### Description of the task
Among the entries below, find how many lines carry the word "display" and state only that figure.
-------- Available data --------
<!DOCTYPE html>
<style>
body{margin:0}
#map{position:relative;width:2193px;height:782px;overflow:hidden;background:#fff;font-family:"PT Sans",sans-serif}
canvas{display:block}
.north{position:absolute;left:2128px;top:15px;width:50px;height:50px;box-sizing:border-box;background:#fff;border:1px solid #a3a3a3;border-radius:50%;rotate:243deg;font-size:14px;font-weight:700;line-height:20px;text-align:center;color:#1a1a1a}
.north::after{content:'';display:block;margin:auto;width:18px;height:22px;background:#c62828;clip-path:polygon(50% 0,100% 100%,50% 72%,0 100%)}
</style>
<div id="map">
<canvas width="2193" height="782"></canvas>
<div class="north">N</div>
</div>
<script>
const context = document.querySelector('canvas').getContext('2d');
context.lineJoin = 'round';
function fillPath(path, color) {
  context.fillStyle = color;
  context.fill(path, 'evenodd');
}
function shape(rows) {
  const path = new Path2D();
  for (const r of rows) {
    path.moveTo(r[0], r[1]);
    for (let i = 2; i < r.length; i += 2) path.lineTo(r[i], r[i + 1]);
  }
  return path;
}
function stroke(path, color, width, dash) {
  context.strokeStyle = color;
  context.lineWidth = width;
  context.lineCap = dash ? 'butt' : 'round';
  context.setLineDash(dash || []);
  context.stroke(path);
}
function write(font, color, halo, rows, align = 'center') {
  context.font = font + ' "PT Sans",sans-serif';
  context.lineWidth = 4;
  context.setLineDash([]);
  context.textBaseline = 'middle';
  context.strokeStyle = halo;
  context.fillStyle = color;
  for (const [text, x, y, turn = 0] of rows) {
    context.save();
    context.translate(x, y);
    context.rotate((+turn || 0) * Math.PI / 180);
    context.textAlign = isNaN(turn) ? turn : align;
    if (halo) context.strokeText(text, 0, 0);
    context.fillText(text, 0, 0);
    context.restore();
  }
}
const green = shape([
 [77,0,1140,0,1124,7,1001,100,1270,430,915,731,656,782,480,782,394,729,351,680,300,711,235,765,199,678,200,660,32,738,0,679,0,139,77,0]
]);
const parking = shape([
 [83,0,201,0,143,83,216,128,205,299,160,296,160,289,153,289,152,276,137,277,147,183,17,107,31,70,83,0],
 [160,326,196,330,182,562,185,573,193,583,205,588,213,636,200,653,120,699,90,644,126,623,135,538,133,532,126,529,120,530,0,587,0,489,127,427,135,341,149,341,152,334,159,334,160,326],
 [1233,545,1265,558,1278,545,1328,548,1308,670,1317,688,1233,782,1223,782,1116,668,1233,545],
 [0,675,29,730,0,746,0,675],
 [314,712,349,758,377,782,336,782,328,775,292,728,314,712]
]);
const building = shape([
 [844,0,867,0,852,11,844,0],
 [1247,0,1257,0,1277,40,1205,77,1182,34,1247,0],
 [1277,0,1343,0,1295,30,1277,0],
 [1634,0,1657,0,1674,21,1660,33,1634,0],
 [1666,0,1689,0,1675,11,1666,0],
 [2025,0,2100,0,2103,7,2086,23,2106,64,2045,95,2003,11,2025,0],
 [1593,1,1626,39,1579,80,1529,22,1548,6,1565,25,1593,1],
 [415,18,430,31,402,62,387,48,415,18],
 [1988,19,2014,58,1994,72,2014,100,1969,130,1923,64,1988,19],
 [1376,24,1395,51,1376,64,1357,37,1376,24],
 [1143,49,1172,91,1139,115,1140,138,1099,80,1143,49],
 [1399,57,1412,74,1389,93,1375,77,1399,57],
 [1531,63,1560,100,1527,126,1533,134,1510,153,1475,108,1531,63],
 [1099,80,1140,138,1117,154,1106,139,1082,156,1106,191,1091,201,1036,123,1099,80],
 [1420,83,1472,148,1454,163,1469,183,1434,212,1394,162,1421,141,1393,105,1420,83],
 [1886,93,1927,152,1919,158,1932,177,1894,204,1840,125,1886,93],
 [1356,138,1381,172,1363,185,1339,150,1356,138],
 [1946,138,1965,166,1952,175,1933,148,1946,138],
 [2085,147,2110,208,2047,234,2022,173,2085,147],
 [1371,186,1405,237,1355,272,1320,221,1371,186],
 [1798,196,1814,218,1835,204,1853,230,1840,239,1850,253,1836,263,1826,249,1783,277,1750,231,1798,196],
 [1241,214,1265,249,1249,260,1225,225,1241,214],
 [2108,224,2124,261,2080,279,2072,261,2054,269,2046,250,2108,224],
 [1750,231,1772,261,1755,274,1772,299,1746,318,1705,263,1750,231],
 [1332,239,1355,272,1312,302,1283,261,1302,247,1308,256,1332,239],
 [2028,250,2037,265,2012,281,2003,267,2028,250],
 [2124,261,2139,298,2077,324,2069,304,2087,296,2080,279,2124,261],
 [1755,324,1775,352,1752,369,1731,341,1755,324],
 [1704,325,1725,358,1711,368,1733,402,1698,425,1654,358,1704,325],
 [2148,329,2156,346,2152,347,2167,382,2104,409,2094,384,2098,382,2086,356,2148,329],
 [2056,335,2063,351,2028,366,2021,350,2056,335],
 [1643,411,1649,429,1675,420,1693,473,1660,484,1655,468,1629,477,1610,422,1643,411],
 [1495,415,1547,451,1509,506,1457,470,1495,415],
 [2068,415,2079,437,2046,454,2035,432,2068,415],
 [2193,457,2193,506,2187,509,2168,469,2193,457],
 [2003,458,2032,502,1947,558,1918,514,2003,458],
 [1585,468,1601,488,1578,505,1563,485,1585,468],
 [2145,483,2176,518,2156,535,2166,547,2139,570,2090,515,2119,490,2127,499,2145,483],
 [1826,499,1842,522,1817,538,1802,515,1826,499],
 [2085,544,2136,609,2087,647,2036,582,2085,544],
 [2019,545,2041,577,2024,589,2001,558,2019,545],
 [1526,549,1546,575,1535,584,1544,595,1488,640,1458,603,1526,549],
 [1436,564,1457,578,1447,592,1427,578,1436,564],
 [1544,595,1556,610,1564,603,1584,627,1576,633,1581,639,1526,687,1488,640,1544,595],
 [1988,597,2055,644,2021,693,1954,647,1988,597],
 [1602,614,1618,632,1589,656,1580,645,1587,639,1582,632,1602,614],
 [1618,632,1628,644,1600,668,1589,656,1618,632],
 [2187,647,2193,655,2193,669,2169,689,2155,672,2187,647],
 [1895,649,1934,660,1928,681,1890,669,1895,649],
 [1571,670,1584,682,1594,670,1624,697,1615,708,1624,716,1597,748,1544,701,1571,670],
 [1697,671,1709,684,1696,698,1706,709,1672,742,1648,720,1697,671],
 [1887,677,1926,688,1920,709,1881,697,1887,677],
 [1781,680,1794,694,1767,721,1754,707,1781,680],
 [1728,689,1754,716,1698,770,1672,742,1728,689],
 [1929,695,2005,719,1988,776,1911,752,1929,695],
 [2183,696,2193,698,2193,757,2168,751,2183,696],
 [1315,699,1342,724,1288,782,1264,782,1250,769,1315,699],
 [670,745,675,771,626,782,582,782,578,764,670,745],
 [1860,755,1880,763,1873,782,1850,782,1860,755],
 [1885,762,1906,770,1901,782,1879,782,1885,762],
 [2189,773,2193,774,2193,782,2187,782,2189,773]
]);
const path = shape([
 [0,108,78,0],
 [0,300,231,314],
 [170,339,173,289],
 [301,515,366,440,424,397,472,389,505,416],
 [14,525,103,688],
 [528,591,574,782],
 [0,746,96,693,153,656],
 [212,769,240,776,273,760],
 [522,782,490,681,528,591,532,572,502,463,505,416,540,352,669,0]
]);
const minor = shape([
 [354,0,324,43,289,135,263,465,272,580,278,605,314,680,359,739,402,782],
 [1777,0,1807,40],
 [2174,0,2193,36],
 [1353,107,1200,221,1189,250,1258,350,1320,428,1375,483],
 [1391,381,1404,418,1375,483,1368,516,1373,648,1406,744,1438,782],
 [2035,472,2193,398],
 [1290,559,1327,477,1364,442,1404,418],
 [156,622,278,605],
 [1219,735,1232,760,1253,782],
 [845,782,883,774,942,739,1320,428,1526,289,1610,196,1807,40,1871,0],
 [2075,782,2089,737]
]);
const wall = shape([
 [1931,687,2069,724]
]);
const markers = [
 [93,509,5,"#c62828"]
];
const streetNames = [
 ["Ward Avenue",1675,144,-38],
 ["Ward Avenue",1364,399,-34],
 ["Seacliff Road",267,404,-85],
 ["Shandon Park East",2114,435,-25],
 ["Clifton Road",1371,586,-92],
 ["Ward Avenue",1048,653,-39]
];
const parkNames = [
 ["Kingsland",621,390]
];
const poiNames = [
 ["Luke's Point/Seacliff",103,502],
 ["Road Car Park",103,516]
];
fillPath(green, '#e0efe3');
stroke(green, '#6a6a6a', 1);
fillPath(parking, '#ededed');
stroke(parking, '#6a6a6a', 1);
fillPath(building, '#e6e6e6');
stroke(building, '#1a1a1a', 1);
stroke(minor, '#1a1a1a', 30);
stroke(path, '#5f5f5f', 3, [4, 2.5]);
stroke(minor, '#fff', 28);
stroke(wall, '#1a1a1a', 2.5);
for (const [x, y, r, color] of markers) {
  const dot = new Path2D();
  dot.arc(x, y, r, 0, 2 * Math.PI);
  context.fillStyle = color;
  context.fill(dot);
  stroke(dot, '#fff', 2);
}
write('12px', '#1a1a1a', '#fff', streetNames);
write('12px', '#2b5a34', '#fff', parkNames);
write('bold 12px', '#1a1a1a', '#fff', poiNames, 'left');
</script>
--------
### Task solution
2